La propiedad estaba abandonada; y así continuó. El abogado había intentado alquilarla en alguna que otra ocasión, pero ni siquiera un florecimiento temporal de Wilbraham trajo inquilinos estables, y la propiedad de los Peabody quedó a merced de las inclemencias del tiempo y del paso de los años. Se hallaba, por lo tanto, en un triste estado cuando la heredé yo a la muerte de mis padres en accidente de automóvil, en el otoño de 1929. Con la llegada de la Gran Depresión se produjo una sensible pérdida de valor de las propiedades. Decidí, pues, vender mi casa de Boston y acondicionar la de Wilbraham para vivir en ella. No necesitaba más, pues mis padres a su muerte me habían dejado lo suficiente para abandonar mi carrera de abogado, que siempre me exigió más meticulosidad y atención de las que yo estaba dispuesto a dar. Pero ese plan no podía llevarse a cabo hasta que una parte por lo menos de la vieja casa estuviese arreglada para poder ser habitada de nuevo. La vivienda en sí era el producto de muchas generaciones. Había sido construida en 1787. Era una casa colonial, de severas fachadas, con una segunda planta sin acabar, y cuatro impresionantes columnas en la entrada. Con el tiempo, ésta se convirtió en la parte central de la casa, el corazón, como si dijéramos las generaciones alteraron su aspecto y añadieron varias cosas: primero una escalera y un segundo piso; luego varias alas, de modo que en el momento en que decidí trasladarme allí era una enmarañada estructura, que ocupaba cerca de un acre, sin incluir jardines y terrenos tan irregulares como la estructura de la casa.

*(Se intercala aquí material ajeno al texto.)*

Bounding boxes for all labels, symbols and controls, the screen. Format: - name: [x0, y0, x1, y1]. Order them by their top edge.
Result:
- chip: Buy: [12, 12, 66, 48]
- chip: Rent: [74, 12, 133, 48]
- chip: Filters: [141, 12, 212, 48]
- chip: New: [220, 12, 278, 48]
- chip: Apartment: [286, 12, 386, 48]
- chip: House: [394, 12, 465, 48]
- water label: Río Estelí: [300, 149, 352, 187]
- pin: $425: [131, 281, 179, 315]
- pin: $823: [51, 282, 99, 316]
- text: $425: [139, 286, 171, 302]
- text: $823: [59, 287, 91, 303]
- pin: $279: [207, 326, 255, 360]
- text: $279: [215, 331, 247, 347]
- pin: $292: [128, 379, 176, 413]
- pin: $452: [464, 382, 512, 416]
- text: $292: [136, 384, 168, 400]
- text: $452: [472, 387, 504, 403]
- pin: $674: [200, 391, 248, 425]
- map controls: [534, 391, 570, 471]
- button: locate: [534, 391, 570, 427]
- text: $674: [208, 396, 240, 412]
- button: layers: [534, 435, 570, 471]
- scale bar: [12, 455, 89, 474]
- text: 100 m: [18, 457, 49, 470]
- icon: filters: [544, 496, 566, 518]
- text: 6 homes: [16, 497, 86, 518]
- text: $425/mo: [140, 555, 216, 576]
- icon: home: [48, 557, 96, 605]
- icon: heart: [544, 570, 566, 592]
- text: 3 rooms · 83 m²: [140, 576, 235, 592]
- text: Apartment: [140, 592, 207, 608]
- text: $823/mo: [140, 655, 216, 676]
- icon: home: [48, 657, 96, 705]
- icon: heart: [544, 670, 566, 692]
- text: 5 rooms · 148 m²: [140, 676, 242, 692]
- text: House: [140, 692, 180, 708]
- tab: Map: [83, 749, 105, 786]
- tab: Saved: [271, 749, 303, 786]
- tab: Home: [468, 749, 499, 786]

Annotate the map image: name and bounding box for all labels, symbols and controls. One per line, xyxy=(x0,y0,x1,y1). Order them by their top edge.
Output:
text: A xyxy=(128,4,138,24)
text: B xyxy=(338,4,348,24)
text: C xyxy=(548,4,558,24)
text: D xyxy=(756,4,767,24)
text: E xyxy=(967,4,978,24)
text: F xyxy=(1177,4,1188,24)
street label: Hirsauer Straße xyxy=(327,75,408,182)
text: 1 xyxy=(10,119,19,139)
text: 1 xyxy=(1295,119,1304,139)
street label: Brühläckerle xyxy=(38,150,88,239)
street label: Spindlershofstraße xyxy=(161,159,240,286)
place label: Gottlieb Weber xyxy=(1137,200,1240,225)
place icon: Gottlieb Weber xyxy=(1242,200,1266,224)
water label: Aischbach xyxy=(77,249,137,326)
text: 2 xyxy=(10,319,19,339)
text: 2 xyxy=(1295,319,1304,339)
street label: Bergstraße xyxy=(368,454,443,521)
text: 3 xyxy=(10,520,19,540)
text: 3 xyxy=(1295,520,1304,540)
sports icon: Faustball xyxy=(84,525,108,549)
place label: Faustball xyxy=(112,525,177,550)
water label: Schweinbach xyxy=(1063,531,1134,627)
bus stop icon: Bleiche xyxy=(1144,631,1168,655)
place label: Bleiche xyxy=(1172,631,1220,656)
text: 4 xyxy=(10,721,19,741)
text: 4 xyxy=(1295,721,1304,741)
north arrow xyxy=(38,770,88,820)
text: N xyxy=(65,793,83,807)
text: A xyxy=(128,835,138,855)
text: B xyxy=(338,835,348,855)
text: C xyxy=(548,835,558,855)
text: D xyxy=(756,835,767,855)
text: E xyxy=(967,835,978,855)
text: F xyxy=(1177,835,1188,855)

Las severas líneas coloniales se habían amortiguado por obra y gracia del tiempo y de los posteriores constructores poco respetuosos. La arquitectura había dejado de ser algo puro, y en ella se combinaba un tejado a la holandesa con otros de estilos diferentes, ventanas pequeñas con otras grandes, cornisas de elaboradas figuras con otras sin esculpir. En conjunto, la impresión que daba la casa no era del todo desagradable, pero a cualquiera con cierta sensibilidad arquitectónica le parecería un lamentable conglomerado de estilos y ornamentaciones. Esa impresión se veía suavizada por los inmensos olmos y robles que rodeaban la casa por todas partes, excepto por el jardín, ocupado por las rosas, abandonadas a su propia suerte desde tanto hacia tanto, y los abedules y álamos que crecían entre ellas. El efecto que producía la casa era, aparte del descuido y de los diversos estilos, de una desteñida magnificencia, e incluso sus paredes despintadas armonizaban con los grandes árboles que la rodeaban. La casa tenía nada menos que veintisiete habitaciones. De estas, seleccioné tres en la zona sureste, para ser reconstruidas, y durante todo el otoño y parte del invierno iba desde Boston para observar cómo progresaba la reconstrucción. La vieja madera, al ser limpiada y encerada, recobró su bello color. La instalación de la electricidad acabó con la triste oscuridad de la casa. Sólo el retraso en la instalación de agua corriente impidió que me trasladase a vivir allí antes del final de ese invierno. El 24 de febrero pude instalarme definitivamente en la ancestral residencia de los Peabody. Durante 1 mes estuve ocupado con los proyectos de obras para el resto de la casa, y aunque en principio había pensado derribar algunas de las partes añadidas en otras épocas y dejar simplemente la estructura inicial, pronto abandoné esta idea y decidí dejar la casa tal como estaba. Era evidente que en ella había un cierto encanto, debido indudablemente a la marca dejada por las generaciones que la habitaron, y al paso de los acontecimientos que allí transcurrieron.